== Prompt ==
From the line containing "ctx.textAlign = isNaN(turn)" down to the line containing "M 102,221 L" in the records below, reproduce every line exactly, ends included, and omit all others.

= Beginning of Section =

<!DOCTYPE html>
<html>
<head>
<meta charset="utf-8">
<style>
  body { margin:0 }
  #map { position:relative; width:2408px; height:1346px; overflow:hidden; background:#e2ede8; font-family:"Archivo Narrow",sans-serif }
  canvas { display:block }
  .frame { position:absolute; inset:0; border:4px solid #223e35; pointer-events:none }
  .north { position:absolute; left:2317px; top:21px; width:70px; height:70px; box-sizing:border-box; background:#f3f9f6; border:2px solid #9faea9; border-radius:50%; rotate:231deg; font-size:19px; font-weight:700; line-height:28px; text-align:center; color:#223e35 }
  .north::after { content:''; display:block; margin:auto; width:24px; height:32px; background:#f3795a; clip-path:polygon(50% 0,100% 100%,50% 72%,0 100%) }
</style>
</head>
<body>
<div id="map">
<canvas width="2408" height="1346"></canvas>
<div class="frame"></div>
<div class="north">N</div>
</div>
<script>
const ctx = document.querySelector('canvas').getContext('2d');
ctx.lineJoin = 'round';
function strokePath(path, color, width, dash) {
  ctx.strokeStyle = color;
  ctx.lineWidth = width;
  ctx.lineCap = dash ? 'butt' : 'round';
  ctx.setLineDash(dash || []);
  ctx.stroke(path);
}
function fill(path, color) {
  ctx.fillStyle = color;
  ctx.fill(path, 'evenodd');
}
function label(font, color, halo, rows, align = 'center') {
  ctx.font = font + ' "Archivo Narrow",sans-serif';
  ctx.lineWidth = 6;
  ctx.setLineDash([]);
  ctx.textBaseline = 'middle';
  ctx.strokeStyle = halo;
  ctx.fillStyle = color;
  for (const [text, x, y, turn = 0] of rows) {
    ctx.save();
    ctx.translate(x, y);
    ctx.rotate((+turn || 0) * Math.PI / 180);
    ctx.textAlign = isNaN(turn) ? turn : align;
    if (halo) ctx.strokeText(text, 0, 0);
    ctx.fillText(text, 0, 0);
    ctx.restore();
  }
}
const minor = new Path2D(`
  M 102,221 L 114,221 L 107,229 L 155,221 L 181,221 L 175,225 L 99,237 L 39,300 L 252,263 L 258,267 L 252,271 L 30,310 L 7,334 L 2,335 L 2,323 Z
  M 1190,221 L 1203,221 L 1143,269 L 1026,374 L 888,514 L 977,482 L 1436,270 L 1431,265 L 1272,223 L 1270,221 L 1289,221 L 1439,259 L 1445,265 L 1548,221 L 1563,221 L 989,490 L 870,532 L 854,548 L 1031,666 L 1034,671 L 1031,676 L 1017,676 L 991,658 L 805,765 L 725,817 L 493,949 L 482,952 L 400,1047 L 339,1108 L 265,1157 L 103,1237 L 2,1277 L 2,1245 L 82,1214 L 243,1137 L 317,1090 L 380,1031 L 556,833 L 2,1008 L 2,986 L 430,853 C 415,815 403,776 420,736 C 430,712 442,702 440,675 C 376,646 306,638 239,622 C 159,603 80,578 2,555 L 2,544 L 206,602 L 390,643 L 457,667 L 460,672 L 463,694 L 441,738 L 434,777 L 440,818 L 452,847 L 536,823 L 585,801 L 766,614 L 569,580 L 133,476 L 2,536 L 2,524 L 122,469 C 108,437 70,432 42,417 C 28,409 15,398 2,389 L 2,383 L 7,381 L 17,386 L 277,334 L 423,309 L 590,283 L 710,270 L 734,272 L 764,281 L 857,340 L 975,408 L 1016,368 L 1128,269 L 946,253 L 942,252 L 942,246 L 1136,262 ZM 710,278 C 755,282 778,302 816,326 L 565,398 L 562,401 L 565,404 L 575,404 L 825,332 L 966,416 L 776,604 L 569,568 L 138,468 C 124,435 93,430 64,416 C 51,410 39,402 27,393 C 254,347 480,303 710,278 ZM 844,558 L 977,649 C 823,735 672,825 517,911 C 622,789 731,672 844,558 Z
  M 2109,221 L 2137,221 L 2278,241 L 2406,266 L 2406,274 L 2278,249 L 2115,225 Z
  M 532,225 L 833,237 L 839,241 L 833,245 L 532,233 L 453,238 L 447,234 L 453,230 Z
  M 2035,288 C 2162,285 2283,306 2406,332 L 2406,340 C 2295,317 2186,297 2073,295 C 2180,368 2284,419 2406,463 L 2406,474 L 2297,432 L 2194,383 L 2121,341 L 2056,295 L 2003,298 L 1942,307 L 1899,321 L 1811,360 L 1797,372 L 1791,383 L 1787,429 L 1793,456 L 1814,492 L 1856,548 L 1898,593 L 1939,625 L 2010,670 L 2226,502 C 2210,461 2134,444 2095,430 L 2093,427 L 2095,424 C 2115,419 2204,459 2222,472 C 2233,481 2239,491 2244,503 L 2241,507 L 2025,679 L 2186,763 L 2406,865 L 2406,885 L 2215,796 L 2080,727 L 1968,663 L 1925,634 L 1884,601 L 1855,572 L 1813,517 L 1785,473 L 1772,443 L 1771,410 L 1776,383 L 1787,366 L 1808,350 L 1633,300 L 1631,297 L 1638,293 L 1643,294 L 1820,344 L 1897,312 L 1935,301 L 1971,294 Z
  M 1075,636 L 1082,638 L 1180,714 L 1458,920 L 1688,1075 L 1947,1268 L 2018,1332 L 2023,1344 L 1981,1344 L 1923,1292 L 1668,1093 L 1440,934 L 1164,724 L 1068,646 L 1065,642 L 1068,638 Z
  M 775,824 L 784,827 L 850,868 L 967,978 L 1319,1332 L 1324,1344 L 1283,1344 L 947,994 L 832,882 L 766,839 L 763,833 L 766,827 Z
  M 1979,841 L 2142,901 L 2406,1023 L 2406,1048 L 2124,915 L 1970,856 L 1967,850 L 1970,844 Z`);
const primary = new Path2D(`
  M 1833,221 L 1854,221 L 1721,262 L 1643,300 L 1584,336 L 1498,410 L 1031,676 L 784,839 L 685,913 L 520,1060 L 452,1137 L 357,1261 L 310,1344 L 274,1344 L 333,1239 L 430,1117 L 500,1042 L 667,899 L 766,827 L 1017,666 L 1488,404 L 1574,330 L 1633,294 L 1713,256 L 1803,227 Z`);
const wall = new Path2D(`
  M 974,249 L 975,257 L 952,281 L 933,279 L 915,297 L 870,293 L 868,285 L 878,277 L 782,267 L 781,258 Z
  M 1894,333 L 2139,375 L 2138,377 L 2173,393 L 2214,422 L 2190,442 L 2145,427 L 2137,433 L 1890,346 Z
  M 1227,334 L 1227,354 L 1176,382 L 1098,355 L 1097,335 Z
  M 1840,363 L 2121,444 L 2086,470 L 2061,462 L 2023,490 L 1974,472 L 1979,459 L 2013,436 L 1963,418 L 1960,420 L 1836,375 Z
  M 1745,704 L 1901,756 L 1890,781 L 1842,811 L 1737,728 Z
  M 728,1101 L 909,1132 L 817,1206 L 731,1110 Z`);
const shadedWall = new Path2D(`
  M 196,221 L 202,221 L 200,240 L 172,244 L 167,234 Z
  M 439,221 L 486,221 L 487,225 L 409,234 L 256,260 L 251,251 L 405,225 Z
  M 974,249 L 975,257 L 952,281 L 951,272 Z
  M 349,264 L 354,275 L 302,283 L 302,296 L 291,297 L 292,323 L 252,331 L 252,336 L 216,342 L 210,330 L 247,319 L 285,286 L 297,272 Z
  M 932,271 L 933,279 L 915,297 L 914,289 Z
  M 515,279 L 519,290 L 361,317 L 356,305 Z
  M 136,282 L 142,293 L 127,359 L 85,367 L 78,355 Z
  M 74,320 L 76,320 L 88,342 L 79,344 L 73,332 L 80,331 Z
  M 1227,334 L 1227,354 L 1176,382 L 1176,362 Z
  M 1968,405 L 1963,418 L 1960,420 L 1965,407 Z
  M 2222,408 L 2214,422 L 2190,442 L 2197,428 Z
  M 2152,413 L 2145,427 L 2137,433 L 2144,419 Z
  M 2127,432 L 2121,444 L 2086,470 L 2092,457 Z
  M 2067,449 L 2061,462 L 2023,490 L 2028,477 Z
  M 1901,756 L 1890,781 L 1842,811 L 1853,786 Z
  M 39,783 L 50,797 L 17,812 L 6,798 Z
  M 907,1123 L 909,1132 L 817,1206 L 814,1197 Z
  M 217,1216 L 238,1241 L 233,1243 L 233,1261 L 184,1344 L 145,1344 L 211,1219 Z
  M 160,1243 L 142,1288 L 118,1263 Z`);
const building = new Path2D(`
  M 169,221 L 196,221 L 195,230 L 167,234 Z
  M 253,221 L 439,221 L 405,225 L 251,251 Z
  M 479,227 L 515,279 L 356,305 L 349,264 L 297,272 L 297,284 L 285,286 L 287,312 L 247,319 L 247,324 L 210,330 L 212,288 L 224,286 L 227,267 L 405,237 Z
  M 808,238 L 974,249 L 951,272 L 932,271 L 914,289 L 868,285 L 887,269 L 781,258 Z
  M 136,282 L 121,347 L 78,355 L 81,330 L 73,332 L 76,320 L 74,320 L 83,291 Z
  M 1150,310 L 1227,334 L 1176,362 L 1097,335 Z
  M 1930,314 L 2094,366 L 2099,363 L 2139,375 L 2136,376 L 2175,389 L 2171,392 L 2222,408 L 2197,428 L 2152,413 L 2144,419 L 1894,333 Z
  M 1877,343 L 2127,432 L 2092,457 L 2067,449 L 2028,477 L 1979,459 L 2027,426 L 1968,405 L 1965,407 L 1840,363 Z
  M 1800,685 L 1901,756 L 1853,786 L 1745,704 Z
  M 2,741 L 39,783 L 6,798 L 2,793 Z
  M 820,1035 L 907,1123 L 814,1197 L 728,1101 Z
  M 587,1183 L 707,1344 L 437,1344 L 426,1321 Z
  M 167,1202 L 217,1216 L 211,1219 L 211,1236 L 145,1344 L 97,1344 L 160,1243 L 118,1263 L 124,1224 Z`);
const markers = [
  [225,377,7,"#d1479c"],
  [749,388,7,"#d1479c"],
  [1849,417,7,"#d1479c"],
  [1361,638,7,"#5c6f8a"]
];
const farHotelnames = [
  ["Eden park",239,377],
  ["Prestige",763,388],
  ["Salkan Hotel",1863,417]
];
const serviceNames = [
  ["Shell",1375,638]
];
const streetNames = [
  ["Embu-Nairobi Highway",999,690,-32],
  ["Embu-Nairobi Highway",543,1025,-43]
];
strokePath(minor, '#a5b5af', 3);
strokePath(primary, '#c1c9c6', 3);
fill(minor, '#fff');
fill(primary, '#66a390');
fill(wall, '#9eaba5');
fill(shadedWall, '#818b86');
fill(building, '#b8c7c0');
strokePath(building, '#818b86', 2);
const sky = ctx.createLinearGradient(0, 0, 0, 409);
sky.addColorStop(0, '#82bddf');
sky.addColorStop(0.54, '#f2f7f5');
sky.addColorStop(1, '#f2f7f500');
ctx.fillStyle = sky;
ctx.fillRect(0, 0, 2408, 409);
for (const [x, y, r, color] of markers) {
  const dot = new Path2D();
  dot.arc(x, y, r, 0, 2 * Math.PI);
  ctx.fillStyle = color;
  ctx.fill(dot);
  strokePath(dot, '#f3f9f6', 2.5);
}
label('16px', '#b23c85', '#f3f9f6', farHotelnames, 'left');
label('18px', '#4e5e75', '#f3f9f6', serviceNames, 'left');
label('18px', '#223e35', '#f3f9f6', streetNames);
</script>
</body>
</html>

= End of Section =

== Result for this task ==
    ctx.textAlign = isNaN(turn) ? turn : align;
    if (halo) ctx.strokeText(text, 0, 0);
    ctx.fillText(text, 0, 0);
    ctx.restore();
  }
}
const minor = new Path2D(`
  M 102,221 L 114,221 L 107,229 L 155,221 L 181,221 L 175,225 L 99,237 L 39,300 L 252,263 L 258,267 L 252,271 L 30,310 L 7,334 L 2,335 L 2,323 Z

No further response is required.